The only incorporated city in the county, Valentine, has 2,800 residents. Otherwise, people are scattered across the vast open prairie, where cows graze unconfined. "We've told the ranchers, it's up to you to keep your eyes open, and contact someone if there's something unusual so we can go ahead and check it out. And we've told the [cattle] feedlots, be on alert," Brannon said. "Otherwise, there's not a whole lot more that we can do."
Catron County in western New Mexico has similar problems. Including the county sheriff's staff of six and a state police force of four, there are 10 law-enforcement officers to patrol nearly 7,000 square miles. The nearest hospital to Reserve, the county seat, is 100 miles away in Silver City.
"We've all felt fairly safe, being so far removed," said Janet Porter, county treasurer. "But that's changing, as we all realize this was not just a one-day attack."
New training needed
Catron County's 12 volunteer fire departments also are responsible for emergency medical services. Since Sept. 11, they've been training how to deal with hazardous materials and, more recently, how to identify and handle anthrax or other forms of bioterrorism. On Oct. 15, county officials met for the first time to discuss the need for coordinated plans to respond to potential threats.
With no radio station in the area, officials would have to rely on people to pick up the phone and call each other in the event of an emergency. "Notification would be extremely hard to do," Porter said. "Even if I saw something suspicious and could get through to the sheriff's office, they probably wouldn't have any more idea of what was going on than I did."
In the Uncompahgre River Valley in western Colorado, officials have been urging residents to purchase special radios that get emergency alerts from the National Weather Service. This spring, the area installed a radio transmitter to warn of floods or wildfires; now, emergency managers are planning to include terrorist threats among their alerts.
Many rural counties have plans to address disasters such as tornadoes, hurricanes or blizzards; few have put terrorism on their list.
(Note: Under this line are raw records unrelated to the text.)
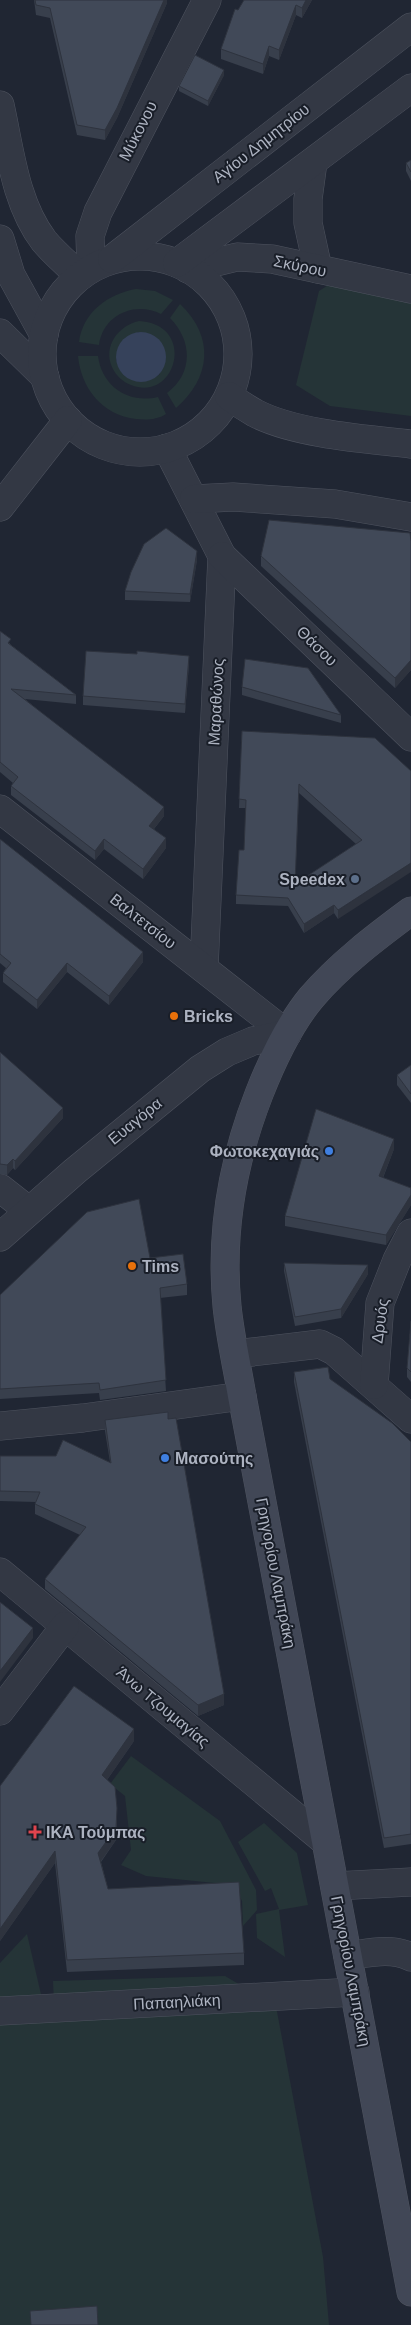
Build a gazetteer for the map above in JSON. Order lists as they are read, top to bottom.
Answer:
{
  "streets": {
    "main road": ["Γρηγορίου Λαμπράκη"],
    "street": [
      "Μύκονου",
      "Αγίου Δημητρίου",
      "Σκύρου",
      "Θάσου",
      "Μαραθώνος",
      "Βαλτετσίου",
      "Ευαγόρα",
      "Δρυός",
      "Άνω Τζουμαγίας",
      "Παπαηλιάκη"
    ]
  },
  "crossings": [
    ["Μύκονου", "Αγίου Δημητρίου"],
    ["Θάσου", "Μαραθώνος"],
    ["Μαραθώνος", "Βαλτετσίου"],
    ["Βαλτετσίου", "Ευαγόρα"],
    ["Βαλτετσίου", "Γρηγορίου Λαμπράκη"],
    ["Ευαγόρα", "Γρηγορίου Λαμπράκη"],
    ["Γρηγορίου Λαμπράκη", "Άνω Τζουμαγίας"],
    ["Γρηγορίου Λαμπράκη", "Παπαηλιάκη"]
  ],
  "places": {
    "other": [
      "Speedex",
      "Bricks",
      "Φωτοκεχαγιάς",
      "Tims",
      "Μασούτης"
    ],
    "health": ["ΙΚΑ Τούμπας"]
  }
}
More than half of Colorado's 63 counties have not completed terrorism response plans, although it has become a much higher priority in the last six weeks, counterterrorism expert Moser said.
In Bland County, Va., which has about 7,000 residents in 359 square miles, officials are concerned about two major tunnels that carry traffic through mountains on Interstate Highway 77, a north-south artery. With one state trooper assigned to the area and a six-member sheriff's department, "we're lucky if we have two people on duty at any time to keep an eye on security," said Frank Chandler, chairman of the board of supervisors.
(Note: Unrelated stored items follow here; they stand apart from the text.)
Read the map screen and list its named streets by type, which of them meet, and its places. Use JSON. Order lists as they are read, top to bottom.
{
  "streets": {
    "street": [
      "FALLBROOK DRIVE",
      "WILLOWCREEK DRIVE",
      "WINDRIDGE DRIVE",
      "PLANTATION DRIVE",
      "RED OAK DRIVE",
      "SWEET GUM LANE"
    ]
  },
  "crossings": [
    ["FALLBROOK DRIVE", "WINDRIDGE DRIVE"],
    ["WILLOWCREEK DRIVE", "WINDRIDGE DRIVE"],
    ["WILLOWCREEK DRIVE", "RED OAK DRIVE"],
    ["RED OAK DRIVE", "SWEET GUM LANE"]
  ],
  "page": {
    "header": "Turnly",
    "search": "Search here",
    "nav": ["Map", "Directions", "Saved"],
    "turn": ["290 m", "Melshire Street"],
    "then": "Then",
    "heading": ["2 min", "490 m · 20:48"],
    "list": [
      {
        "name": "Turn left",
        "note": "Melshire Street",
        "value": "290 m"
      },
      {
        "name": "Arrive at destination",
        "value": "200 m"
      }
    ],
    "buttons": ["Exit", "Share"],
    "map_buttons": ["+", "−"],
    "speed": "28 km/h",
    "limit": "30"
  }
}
While Virginia has sent extra highway troopers to patrol tunnels on its eastern shore, "we have not been afforded extra protection and we're unable to do anything more on our own," Chandler said.
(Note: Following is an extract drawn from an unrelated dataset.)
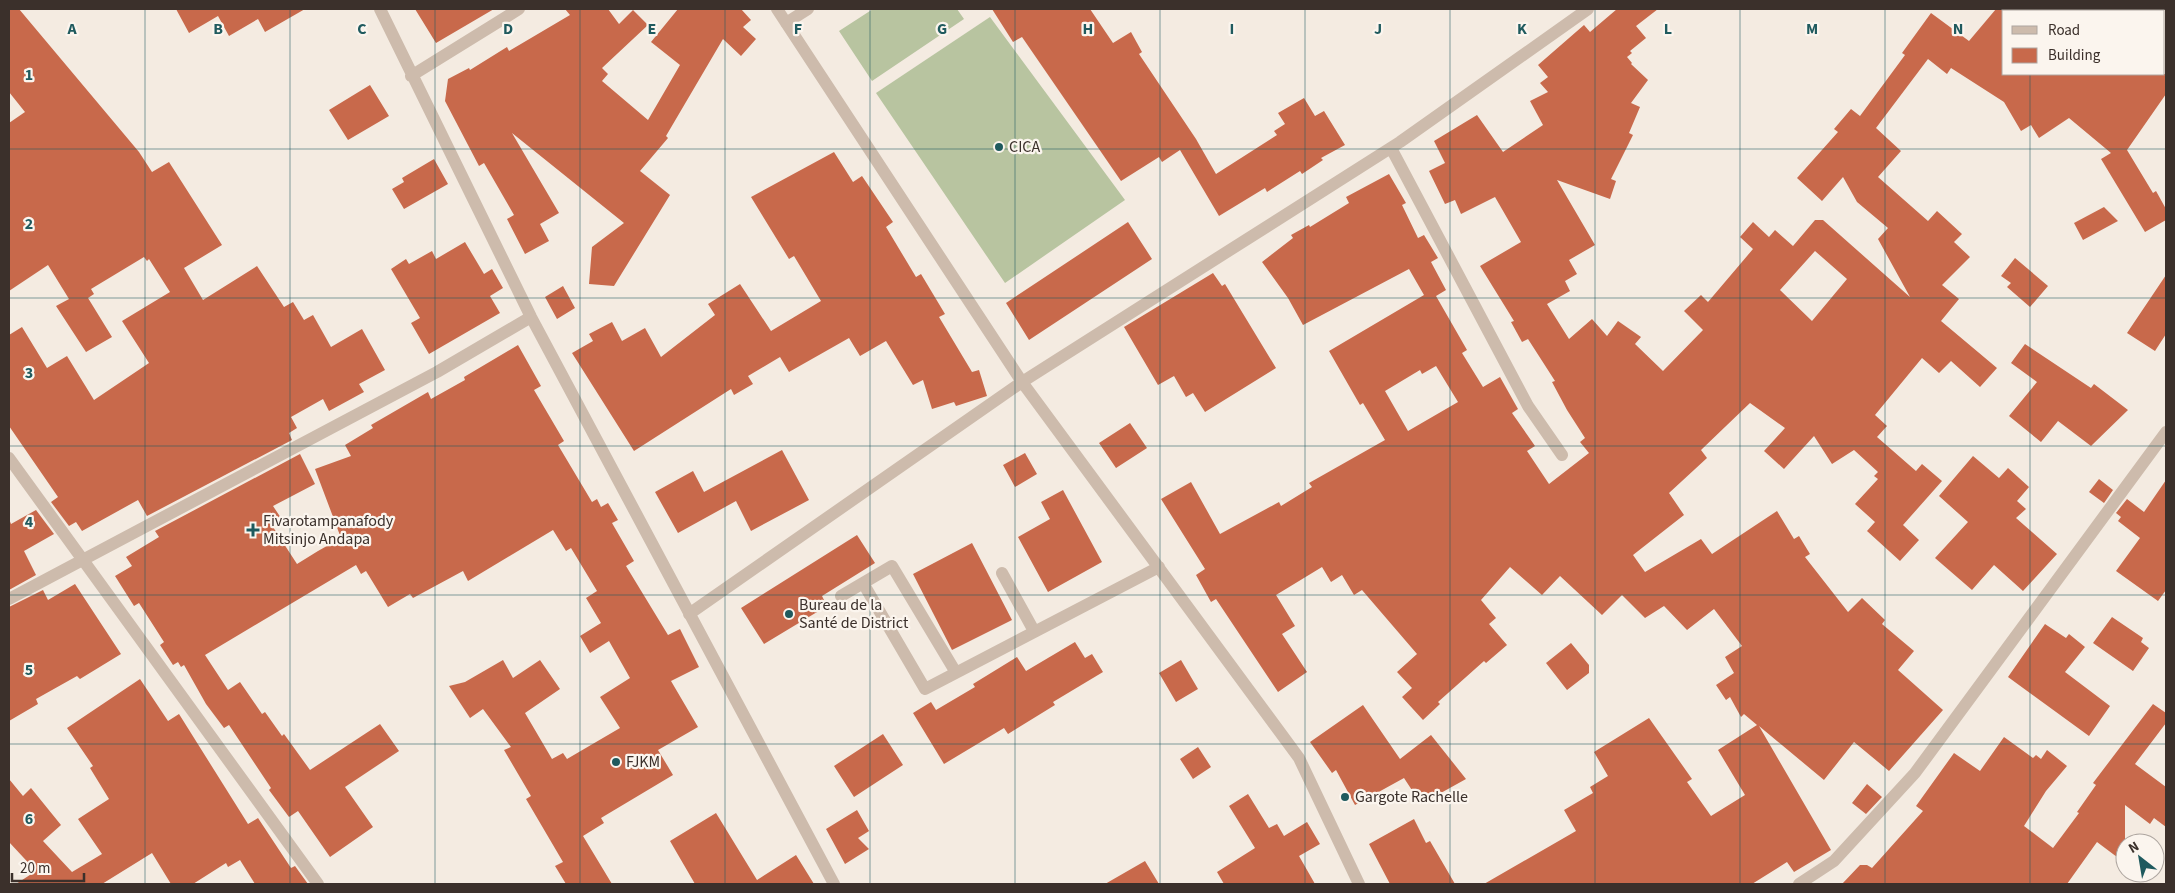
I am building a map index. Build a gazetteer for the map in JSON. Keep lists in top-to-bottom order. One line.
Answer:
{"places":{"other":["CICA","Bureau de la Santé de District","FJKM","Gargote Rachelle"],"health":["Fivarotampanafody Mitsinjo Andapa"]},"legend":["Road","Building"],"scale_bar":"20 m","north":"top left","grid":{"columns":["A","B","C","D","E","F","G","H","I","J","K","L","M","N"],"rows":["1","2","3","4","5","6"]}}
Small town closeness helps
In East Grand Forks, Minn., a city of 5,500, contractor Don Hecht feels the community's closeness provides an extra level of protection. "This is a small place. We all go to football games together, and see each other at the store," he said. "It isn't like someone could move into town, rent an apartment, and set up a terrorist center without arousing suspicion."
The city isn't taking anything on faith. On Oct. 12, it sent a three-page letter to all contractors working on water and electrical systems, informing them of new security measures. Instead of being open, all city facilities will be locked down and IDs required of all employees, the letter said. Every delivery is now being checked, and materials must be stored indoors instead of being left outside.
"It's time to be more aware of everything that's going on around us," said Doris Karloff, supervisor of Saunders County in eastern Nebraska. "Rather than turning away and saying it's not my business, or not bothering to notice what's going on next door, it's our responsibility to be more conscious and cautious."